Exercise brief:
The records that follow are to be reproduced verbatim.

Supplied material:
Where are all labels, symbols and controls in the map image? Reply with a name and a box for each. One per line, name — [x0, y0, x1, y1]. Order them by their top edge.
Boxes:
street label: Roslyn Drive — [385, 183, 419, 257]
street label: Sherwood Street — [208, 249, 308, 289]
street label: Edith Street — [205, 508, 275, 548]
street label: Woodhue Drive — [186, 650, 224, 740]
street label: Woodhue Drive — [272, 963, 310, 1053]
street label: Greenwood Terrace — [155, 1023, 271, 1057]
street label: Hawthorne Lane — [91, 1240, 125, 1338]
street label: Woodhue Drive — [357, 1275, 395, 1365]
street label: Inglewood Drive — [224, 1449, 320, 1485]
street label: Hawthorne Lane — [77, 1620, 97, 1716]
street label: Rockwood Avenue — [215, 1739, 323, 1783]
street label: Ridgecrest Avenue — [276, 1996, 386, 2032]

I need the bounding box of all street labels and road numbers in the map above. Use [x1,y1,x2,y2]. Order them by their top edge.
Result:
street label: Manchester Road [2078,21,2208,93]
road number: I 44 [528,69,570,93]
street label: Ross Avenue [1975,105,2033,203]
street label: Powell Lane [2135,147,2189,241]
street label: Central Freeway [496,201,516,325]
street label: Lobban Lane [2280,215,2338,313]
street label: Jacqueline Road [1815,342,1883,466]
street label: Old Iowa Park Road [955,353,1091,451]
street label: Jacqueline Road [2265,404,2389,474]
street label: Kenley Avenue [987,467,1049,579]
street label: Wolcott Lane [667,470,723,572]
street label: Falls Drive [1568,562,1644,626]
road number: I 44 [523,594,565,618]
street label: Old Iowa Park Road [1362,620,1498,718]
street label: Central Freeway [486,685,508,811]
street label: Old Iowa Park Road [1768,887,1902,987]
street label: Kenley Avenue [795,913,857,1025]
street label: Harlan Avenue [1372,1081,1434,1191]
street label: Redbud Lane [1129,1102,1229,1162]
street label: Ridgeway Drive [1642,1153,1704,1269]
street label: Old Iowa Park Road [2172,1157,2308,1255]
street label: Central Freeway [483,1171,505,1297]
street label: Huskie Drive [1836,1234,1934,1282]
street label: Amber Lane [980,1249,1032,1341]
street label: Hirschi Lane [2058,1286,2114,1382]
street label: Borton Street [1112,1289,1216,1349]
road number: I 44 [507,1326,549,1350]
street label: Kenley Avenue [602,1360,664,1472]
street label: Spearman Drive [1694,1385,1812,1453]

Answer to this problem:
Where are all labels, symbols and controls in the map image? Reply with a name and a box for each. One per line, name — [x0, y0, x1, y1]. Order them by their top edge.
Boxes:
street label: Roslyn Drive — [385, 183, 419, 257]
street label: Sherwood Street — [208, 249, 308, 289]
street label: Edith Street — [205, 508, 275, 548]
street label: Woodhue Drive — [186, 650, 224, 740]
street label: Woodhue Drive — [272, 963, 310, 1053]
street label: Greenwood Terrace — [155, 1023, 271, 1057]
street label: Hawthorne Lane — [91, 1240, 125, 1338]
street label: Woodhue Drive — [357, 1275, 395, 1365]
street label: Inglewood Drive — [224, 1449, 320, 1485]
street label: Hawthorne Lane — [77, 1620, 97, 1716]
street label: Rockwood Avenue — [215, 1739, 323, 1783]
street label: Ridgecrest Avenue — [276, 1996, 386, 2032]

I need the bounding box of all street labels and road numbers in the map above. Use [x1,y1,x2,y2]. Order them by their top edge.
Result:
street label: Manchester Road [2078,21,2208,93]
road number: I 44 [528,69,570,93]
street label: Ross Avenue [1975,105,2033,203]
street label: Powell Lane [2135,147,2189,241]
street label: Central Freeway [496,201,516,325]
street label: Lobban Lane [2280,215,2338,313]
street label: Jacqueline Road [1815,342,1883,466]
street label: Old Iowa Park Road [955,353,1091,451]
street label: Jacqueline Road [2265,404,2389,474]
street label: Kenley Avenue [987,467,1049,579]
street label: Wolcott Lane [667,470,723,572]
street label: Falls Drive [1568,562,1644,626]
road number: I 44 [523,594,565,618]
street label: Old Iowa Park Road [1362,620,1498,718]
street label: Central Freeway [486,685,508,811]
street label: Old Iowa Park Road [1768,887,1902,987]
street label: Kenley Avenue [795,913,857,1025]
street label: Harlan Avenue [1372,1081,1434,1191]
street label: Redbud Lane [1129,1102,1229,1162]
street label: Ridgeway Drive [1642,1153,1704,1269]
street label: Old Iowa Park Road [2172,1157,2308,1255]
street label: Central Freeway [483,1171,505,1297]
street label: Huskie Drive [1836,1234,1934,1282]
street label: Amber Lane [980,1249,1032,1341]
street label: Hirschi Lane [2058,1286,2114,1382]
street label: Borton Street [1112,1289,1216,1349]
road number: I 44 [507,1326,549,1350]
street label: Kenley Avenue [602,1360,664,1472]
street label: Spearman Drive [1694,1385,1812,1453]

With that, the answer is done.